### Supplied entries
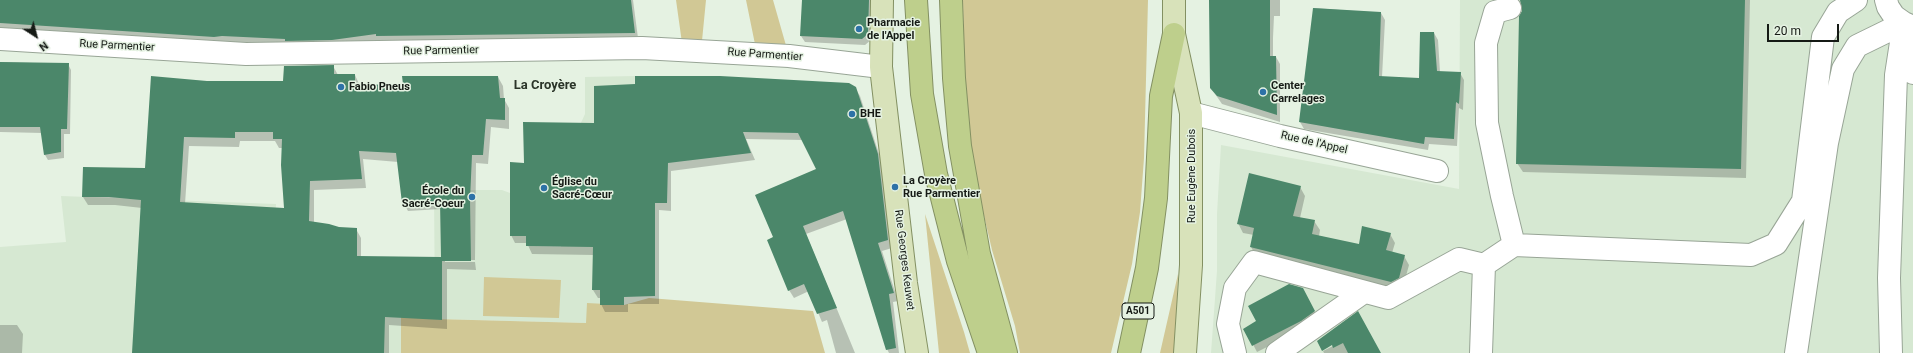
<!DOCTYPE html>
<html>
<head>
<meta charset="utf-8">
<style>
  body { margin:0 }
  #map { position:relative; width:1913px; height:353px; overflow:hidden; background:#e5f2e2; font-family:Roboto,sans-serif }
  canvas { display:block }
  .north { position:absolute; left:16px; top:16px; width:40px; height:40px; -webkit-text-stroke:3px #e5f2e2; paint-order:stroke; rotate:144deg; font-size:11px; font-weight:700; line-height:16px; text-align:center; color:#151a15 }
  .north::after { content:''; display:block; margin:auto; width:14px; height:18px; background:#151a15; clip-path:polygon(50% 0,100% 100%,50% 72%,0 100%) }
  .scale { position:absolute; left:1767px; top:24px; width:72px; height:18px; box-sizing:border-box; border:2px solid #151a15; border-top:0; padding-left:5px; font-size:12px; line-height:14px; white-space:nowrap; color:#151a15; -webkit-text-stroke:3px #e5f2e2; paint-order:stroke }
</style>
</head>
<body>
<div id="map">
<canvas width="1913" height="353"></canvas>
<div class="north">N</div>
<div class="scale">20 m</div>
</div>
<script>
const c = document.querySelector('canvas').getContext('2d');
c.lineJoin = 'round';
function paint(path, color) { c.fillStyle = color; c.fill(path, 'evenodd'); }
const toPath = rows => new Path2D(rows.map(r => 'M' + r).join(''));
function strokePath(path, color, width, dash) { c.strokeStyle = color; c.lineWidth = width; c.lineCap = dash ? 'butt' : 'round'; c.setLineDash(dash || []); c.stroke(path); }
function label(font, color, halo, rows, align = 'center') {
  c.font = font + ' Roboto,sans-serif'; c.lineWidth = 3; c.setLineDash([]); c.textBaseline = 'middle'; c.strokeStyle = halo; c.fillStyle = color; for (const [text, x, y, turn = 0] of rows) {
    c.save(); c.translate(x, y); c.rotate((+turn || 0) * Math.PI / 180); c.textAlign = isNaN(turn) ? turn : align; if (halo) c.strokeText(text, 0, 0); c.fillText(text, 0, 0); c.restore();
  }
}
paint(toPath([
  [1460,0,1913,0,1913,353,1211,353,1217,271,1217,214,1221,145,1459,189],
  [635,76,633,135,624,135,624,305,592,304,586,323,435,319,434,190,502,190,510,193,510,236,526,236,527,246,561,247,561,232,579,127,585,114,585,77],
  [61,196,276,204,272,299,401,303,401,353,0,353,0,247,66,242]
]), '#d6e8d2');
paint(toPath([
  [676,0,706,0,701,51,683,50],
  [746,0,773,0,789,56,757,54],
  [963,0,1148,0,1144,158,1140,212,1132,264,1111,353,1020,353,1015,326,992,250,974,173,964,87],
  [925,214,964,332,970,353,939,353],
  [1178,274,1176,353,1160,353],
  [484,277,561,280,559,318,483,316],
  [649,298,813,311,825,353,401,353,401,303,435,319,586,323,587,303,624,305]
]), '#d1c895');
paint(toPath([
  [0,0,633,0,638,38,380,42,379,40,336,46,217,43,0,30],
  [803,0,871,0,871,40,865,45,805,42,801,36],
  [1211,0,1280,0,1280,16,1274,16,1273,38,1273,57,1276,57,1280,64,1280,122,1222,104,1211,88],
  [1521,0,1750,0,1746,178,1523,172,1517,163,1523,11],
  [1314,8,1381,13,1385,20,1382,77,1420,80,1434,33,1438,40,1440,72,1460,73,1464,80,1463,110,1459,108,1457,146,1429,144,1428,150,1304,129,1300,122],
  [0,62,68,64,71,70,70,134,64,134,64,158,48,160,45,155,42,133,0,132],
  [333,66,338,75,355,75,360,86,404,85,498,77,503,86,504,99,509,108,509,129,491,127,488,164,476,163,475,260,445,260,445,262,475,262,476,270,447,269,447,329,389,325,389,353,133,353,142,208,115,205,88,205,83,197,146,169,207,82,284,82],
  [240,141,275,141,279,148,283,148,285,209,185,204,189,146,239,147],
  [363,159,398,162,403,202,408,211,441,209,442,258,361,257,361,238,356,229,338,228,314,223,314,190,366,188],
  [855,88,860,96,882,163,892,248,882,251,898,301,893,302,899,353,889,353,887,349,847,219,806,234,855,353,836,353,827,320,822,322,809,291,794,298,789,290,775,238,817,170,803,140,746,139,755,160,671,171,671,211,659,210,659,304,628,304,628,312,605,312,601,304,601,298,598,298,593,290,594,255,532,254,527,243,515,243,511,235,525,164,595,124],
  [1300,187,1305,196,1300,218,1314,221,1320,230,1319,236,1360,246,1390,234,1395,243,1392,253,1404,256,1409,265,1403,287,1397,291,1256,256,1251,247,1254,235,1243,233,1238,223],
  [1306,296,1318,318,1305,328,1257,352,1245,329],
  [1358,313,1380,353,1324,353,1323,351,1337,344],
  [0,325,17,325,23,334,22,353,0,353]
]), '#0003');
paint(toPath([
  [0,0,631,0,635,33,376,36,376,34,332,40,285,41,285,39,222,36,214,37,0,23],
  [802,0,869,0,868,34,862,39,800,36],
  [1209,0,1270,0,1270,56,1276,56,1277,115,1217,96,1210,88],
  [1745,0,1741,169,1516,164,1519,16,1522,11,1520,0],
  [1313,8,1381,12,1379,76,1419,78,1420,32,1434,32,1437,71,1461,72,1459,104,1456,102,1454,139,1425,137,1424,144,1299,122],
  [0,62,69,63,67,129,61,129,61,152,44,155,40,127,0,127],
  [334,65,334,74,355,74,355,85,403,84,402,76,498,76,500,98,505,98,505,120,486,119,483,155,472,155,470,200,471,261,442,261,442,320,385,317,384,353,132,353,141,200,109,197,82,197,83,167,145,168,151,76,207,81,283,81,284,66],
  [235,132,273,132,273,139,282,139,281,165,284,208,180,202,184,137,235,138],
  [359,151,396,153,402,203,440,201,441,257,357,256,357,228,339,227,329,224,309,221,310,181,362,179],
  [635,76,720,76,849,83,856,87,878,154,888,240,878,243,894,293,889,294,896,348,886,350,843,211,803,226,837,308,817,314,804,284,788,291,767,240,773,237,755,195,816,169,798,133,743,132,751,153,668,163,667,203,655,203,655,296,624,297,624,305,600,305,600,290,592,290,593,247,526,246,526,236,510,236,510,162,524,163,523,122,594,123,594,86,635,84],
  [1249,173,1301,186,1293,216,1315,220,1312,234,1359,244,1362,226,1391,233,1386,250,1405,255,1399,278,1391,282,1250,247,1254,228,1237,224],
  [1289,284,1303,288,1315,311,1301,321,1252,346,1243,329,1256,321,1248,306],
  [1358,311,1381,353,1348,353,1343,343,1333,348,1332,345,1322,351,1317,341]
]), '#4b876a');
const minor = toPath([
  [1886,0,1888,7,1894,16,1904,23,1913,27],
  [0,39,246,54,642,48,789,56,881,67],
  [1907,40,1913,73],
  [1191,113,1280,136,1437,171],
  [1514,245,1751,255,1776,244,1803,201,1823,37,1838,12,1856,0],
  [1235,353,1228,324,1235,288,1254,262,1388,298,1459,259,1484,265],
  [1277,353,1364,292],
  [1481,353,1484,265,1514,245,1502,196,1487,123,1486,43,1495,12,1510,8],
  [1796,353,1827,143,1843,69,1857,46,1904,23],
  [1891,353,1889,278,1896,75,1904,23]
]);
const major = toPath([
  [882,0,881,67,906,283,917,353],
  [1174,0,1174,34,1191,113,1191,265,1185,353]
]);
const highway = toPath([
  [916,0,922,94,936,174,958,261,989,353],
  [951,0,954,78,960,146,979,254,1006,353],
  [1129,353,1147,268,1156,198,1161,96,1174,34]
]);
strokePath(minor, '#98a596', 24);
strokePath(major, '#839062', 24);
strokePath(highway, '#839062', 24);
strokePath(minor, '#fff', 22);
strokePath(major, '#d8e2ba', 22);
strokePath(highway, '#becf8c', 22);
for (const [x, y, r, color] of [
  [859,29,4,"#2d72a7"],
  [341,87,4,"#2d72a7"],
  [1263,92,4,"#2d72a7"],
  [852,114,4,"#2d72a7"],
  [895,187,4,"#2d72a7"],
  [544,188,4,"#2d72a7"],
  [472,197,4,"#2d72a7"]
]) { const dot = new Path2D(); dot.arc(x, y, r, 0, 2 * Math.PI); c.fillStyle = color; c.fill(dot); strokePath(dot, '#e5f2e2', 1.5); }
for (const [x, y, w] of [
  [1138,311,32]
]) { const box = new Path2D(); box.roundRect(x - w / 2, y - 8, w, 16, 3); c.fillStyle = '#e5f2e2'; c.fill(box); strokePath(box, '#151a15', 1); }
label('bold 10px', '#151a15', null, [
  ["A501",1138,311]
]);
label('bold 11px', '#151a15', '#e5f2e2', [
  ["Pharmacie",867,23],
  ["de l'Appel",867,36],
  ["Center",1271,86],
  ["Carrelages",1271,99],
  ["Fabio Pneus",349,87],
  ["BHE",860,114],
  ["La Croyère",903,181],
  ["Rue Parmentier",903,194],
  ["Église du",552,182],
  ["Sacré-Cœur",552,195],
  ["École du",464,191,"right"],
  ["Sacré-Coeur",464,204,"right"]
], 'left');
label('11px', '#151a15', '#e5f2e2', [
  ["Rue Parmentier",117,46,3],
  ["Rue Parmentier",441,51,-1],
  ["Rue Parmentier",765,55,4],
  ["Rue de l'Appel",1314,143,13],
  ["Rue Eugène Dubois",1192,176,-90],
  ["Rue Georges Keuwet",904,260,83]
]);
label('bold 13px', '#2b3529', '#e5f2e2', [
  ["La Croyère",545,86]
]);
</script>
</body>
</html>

### Your objective
Repeat verbatim the lines between the start of the data and the line containing "position:absolute; left:16px; top:16px;", both ends included, omitting all pictures.

### Answer section
<!DOCTYPE html>
<html>
<head>
<meta charset="utf-8">
<style>
  body { margin:0 }
  #map { position:relative; width:1913px; height:353px; overflow:hidden; background:#e5f2e2; font-family:Roboto,sans-serif }
  canvas { display:block }
  .north { position:absolute; left:16px; top:16px; width:40px; height:40px; -webkit-text-stroke:3px #e5f2e2; paint-order:stroke; rotate:144deg; font-size:11px; font-weight:700; line-height:16px; text-align:center; color:#151a15 }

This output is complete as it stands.